Collected data entries
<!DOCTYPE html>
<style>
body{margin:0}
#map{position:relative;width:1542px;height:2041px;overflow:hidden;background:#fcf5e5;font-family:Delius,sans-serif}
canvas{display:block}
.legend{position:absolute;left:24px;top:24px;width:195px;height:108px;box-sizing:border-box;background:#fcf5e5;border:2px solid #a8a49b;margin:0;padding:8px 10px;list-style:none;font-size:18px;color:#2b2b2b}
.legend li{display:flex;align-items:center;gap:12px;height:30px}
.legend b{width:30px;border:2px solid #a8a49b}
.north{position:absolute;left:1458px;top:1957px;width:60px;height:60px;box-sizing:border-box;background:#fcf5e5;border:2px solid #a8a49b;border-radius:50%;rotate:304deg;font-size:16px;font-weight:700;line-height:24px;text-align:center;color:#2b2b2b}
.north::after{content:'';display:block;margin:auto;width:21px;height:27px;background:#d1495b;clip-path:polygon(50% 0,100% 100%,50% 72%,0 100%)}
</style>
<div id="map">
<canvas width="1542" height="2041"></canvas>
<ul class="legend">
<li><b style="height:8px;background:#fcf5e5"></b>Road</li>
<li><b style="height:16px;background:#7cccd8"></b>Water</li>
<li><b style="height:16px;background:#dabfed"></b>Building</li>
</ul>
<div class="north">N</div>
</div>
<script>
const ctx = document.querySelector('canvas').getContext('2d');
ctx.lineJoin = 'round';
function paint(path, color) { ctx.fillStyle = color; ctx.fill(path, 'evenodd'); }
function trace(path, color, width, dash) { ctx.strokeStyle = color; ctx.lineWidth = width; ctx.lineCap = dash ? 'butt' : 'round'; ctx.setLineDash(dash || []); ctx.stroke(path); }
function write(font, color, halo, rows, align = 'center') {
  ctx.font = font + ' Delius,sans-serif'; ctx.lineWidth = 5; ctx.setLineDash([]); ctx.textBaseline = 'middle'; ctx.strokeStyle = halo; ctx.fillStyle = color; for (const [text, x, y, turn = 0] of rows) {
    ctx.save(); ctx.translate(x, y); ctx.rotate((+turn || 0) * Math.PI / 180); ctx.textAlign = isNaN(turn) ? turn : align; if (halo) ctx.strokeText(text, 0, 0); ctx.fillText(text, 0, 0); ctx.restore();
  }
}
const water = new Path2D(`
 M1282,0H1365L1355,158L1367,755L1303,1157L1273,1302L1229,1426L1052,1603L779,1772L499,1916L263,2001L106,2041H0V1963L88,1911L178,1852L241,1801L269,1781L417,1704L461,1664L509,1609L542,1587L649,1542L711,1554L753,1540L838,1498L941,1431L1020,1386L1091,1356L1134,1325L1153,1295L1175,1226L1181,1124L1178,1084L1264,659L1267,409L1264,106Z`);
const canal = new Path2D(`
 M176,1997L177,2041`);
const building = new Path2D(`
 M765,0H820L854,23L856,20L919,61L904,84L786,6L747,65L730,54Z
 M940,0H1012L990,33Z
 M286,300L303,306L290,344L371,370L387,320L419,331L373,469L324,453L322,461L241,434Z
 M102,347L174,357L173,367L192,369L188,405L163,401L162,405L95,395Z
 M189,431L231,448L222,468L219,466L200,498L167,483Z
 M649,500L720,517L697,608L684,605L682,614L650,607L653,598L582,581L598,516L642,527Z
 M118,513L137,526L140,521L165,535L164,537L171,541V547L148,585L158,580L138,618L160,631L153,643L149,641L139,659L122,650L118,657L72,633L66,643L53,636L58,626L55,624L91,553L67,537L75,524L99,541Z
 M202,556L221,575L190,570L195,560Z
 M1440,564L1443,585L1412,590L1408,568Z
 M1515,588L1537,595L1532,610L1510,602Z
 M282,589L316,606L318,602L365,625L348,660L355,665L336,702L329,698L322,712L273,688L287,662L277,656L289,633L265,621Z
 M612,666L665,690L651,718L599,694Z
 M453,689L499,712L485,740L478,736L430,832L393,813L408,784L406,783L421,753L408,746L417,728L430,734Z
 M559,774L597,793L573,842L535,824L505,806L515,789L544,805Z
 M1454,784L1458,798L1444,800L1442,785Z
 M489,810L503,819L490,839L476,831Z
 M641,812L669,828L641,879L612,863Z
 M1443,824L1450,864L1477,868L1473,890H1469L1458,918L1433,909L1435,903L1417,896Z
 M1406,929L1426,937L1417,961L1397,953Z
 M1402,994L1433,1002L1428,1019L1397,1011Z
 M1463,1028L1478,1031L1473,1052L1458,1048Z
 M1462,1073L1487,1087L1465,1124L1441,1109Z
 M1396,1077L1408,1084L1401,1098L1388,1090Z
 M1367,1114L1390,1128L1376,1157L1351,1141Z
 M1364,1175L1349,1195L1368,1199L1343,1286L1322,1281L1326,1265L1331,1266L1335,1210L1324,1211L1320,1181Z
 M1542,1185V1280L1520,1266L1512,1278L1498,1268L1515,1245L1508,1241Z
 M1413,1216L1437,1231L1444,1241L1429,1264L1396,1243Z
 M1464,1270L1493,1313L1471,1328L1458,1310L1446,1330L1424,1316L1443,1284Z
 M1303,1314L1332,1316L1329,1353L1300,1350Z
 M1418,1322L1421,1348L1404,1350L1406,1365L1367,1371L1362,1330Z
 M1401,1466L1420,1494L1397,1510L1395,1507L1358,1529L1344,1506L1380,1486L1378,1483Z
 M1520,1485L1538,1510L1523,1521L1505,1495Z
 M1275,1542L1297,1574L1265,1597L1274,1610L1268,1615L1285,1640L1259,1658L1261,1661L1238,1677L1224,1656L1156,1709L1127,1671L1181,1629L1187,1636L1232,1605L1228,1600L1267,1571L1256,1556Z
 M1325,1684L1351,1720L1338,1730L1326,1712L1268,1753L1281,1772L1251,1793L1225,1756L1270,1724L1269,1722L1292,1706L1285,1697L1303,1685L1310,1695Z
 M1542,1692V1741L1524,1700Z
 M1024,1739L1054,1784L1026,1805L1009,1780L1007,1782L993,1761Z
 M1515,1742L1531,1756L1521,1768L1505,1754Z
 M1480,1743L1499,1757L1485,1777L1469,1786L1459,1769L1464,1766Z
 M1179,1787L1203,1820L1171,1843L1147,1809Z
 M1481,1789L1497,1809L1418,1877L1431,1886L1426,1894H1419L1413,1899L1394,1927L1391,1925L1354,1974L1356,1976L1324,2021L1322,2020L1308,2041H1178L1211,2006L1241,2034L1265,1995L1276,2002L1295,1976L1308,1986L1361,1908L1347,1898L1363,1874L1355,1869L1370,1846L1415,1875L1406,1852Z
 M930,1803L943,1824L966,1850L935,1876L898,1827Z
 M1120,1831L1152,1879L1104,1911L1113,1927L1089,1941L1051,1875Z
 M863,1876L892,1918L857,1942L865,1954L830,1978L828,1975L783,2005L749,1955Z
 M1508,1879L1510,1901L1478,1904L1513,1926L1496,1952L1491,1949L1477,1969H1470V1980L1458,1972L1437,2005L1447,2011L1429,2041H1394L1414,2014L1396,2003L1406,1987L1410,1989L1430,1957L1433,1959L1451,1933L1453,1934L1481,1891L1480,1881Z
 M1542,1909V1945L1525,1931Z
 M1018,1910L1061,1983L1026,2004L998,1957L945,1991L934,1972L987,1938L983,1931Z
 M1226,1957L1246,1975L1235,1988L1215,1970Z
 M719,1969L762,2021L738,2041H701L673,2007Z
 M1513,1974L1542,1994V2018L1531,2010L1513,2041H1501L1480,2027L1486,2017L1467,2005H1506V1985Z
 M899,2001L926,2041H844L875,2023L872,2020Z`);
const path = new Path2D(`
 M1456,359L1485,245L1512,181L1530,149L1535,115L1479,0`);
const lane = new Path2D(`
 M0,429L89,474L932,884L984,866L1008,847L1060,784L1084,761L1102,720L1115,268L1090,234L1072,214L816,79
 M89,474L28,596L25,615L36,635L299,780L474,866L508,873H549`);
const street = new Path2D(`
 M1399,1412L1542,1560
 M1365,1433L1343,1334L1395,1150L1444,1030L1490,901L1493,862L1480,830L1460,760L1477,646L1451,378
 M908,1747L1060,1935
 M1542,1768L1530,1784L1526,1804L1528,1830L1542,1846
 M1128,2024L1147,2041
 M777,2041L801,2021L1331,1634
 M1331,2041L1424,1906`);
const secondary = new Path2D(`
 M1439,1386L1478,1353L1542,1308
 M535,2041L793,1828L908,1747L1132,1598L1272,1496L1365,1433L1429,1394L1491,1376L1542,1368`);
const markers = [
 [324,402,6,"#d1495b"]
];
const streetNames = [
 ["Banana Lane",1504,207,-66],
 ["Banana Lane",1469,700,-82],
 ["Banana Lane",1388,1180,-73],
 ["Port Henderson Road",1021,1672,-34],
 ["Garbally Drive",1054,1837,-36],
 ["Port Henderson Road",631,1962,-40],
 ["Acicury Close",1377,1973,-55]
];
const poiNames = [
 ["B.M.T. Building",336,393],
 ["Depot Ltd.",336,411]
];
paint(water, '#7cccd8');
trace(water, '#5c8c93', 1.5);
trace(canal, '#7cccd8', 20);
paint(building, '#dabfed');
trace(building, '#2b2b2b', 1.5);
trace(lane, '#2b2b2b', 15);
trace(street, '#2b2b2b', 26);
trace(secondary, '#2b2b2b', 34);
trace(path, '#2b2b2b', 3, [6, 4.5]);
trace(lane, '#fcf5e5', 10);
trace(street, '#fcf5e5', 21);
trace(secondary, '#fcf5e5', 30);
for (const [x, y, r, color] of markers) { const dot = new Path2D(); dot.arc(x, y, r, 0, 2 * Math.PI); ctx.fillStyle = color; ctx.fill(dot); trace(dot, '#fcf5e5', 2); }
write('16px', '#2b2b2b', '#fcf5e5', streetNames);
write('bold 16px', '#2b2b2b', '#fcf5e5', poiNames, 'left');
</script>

● Task directions: Which lines above contain the word "setLineDash"? Show each of them.

● Reply:
function trace(path, color, width, dash) { ctx.strokeStyle = color; ctx.lineWidth = width; ctx.lineCap = dash ? 'butt' : 'round'; ctx.setLineDash(dash || []); ctx.stroke(path); }
  ctx.font = font + ' Delius,sans-serif'; ctx.lineWidth = 5; ctx.setLineDash([]); ctx.textBaseline = 'middle'; ctx.strokeStyle = halo; ctx.fillStyle = color; for (const [text, x, y, turn = 0] of rows) {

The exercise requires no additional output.